§ EXTRACTED INFORMATION
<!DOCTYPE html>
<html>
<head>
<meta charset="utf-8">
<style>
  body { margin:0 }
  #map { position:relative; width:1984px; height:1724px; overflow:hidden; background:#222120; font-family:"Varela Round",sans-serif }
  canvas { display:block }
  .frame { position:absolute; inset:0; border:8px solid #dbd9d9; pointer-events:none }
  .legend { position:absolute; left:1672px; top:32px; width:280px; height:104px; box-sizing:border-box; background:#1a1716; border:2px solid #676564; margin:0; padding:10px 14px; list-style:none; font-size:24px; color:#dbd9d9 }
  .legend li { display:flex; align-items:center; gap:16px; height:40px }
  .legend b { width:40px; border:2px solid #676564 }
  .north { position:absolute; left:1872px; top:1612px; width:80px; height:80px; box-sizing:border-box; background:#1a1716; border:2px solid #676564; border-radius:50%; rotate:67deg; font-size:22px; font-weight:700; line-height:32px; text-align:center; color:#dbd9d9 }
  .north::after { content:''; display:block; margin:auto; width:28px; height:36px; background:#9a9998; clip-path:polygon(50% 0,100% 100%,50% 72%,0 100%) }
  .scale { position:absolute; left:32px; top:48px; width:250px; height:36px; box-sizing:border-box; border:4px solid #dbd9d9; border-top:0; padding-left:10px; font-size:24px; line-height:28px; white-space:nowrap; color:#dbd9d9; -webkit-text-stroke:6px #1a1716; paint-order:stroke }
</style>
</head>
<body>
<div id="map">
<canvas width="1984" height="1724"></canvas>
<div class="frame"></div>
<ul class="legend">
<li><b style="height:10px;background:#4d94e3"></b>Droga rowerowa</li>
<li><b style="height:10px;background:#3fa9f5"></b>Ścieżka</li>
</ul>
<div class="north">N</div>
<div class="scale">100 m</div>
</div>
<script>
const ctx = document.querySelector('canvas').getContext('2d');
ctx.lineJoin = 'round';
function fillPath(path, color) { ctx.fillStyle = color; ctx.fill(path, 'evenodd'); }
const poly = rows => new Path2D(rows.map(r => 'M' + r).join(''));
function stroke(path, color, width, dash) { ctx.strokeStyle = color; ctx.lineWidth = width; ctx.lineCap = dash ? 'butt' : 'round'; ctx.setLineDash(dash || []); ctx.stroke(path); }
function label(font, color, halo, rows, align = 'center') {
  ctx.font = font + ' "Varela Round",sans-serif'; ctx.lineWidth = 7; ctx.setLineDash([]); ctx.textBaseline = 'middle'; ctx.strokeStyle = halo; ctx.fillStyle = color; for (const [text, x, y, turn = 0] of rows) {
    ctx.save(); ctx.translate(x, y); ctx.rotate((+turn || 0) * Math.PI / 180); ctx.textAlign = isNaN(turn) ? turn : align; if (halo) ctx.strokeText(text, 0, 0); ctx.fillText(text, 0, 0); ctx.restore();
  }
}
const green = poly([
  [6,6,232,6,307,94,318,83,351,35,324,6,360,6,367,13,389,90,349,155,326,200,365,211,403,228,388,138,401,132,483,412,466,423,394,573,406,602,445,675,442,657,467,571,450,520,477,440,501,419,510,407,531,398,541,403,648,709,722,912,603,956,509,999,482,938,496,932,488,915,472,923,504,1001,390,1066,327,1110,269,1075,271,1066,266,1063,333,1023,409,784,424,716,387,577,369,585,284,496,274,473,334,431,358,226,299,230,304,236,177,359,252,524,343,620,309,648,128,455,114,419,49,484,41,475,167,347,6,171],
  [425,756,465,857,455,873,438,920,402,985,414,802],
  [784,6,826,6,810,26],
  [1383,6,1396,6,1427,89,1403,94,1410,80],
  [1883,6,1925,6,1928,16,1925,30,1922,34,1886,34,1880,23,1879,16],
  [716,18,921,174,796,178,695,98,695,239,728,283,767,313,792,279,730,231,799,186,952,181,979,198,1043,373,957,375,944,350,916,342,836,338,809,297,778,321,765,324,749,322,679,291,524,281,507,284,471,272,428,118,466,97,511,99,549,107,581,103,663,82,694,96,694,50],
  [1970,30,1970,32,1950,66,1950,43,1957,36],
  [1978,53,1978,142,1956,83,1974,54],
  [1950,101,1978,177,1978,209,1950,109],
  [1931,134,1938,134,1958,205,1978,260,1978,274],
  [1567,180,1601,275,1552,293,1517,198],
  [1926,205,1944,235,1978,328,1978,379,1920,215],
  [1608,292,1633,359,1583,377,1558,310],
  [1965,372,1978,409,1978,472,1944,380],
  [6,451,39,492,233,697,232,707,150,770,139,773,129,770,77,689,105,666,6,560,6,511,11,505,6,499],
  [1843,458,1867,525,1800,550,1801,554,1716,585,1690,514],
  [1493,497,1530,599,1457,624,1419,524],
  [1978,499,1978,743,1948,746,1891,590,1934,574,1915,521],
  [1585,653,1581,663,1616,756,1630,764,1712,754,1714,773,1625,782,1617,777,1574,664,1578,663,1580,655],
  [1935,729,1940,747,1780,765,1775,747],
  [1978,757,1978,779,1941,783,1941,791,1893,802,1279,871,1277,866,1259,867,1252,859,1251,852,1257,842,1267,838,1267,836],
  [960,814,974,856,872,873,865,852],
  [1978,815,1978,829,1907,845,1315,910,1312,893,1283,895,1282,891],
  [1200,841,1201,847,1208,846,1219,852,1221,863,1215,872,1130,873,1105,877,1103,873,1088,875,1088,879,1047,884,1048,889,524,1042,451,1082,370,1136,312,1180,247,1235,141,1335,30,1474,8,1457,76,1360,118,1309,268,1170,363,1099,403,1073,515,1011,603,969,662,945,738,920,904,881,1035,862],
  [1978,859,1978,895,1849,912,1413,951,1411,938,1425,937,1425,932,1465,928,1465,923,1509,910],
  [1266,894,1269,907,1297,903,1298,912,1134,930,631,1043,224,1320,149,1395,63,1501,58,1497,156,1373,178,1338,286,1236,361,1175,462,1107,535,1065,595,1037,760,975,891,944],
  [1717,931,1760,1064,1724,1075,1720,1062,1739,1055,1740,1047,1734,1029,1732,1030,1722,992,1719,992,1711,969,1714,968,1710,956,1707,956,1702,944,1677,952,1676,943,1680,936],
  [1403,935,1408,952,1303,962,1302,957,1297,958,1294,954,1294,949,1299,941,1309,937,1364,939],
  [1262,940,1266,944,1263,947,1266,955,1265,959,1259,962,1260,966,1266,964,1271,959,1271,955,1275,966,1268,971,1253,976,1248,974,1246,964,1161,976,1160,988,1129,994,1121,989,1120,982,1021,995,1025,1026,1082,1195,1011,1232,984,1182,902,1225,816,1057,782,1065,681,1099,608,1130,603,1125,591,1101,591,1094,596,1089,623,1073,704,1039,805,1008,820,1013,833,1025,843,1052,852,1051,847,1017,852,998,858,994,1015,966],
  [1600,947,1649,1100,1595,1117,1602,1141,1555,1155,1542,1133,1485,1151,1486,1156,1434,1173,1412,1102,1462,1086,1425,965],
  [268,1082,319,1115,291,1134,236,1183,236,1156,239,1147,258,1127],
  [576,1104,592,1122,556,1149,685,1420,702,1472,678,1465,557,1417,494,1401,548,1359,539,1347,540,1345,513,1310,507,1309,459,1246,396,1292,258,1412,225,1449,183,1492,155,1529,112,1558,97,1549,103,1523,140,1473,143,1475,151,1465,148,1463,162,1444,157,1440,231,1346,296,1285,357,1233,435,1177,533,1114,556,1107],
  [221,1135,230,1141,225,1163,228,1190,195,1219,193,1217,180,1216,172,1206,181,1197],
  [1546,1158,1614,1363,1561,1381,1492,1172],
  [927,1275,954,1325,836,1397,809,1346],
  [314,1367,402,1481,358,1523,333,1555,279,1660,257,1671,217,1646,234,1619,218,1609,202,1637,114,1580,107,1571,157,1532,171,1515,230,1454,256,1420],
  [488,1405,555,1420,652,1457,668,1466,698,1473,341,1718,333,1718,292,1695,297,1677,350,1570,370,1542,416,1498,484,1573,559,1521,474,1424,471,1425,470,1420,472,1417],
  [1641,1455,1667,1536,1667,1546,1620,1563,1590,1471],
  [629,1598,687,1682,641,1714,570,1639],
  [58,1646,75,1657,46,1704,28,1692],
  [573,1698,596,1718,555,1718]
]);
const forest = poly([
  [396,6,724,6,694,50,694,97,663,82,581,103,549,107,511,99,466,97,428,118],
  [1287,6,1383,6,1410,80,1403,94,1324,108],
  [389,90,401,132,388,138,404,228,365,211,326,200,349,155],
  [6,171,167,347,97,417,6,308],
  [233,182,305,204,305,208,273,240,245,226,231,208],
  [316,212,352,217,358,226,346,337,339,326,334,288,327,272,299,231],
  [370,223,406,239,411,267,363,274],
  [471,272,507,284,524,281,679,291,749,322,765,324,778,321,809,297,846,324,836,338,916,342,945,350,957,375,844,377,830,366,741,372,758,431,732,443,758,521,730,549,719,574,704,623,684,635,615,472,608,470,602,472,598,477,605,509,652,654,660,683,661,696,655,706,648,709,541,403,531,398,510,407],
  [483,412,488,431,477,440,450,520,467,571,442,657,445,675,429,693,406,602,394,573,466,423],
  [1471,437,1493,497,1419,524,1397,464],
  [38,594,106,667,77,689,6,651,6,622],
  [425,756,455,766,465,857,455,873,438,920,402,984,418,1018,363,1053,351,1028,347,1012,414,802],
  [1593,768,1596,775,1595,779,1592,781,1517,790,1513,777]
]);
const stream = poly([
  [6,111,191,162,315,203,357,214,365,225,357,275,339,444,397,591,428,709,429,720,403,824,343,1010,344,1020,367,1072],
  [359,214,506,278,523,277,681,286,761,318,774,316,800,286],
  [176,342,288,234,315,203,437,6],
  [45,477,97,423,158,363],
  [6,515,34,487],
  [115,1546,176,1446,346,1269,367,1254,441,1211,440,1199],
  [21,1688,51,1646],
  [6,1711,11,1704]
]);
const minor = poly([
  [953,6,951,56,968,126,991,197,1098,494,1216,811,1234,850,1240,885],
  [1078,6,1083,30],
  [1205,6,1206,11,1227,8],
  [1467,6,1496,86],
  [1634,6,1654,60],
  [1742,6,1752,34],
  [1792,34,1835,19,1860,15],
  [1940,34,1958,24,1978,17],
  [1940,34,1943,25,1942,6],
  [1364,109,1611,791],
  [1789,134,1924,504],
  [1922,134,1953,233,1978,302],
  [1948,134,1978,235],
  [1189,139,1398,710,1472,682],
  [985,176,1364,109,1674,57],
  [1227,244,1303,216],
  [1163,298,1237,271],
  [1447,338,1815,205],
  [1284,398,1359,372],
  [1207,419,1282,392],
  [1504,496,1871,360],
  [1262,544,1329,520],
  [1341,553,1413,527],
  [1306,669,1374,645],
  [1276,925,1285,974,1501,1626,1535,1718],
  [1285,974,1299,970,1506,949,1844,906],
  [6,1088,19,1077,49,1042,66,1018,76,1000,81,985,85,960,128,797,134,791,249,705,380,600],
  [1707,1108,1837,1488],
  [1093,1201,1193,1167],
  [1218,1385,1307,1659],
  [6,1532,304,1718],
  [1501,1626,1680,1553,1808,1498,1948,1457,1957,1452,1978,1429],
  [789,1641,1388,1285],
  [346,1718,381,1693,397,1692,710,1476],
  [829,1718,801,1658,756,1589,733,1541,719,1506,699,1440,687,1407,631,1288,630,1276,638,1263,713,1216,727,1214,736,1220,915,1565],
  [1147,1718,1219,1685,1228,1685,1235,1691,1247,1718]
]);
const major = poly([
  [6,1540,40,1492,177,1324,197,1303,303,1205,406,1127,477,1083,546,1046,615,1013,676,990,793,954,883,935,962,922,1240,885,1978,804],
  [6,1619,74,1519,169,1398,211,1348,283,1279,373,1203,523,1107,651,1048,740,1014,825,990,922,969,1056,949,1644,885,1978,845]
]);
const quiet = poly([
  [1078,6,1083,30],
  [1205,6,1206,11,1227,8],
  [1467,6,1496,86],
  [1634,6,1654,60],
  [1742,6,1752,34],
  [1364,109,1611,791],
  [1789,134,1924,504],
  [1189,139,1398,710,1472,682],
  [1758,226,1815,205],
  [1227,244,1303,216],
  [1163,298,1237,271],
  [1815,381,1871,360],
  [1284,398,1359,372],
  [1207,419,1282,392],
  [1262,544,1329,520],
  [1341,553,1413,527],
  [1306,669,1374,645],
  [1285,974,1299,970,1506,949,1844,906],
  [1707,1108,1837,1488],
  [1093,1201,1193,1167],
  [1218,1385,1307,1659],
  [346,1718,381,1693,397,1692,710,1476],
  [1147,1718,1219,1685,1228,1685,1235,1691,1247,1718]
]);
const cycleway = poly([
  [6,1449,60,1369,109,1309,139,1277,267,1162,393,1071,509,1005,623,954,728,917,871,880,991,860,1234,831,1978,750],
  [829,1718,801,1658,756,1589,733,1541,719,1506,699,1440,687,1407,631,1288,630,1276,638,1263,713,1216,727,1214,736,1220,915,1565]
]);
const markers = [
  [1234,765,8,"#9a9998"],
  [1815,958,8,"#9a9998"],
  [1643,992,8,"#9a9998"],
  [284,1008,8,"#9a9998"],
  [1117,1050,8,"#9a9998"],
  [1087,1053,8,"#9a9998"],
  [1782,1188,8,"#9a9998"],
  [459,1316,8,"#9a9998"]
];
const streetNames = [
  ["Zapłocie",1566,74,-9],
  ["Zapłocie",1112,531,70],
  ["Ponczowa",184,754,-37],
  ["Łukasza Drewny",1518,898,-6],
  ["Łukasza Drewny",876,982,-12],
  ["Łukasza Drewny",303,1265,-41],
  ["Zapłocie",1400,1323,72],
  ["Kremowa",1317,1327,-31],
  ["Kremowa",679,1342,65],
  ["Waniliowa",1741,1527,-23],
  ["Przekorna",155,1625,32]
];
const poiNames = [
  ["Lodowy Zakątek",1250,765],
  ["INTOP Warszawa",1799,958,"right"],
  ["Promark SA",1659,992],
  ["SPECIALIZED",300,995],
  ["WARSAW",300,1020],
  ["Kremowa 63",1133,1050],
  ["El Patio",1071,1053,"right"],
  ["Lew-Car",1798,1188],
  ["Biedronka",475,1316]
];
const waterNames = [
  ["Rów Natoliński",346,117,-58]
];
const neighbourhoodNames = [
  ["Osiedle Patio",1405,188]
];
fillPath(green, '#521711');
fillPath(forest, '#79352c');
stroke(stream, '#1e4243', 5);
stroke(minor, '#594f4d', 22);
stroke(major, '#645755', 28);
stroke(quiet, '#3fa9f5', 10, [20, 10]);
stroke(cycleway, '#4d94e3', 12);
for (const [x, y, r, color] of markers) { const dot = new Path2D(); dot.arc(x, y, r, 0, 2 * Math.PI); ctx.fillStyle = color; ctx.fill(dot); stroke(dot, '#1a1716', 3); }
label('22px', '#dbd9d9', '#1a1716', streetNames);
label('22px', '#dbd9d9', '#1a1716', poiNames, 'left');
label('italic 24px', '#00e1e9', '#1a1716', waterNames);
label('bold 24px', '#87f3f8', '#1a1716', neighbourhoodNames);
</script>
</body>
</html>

§ PROBLEM REQUIREMENTS
From the entries, copy every line in which the word "canvas" occurs.

§ EXERCISE RESPONSE
  canvas { display:block }
<canvas width="1984" height="1724"></canvas>
const ctx = document.querySelector('canvas').getContext('2d');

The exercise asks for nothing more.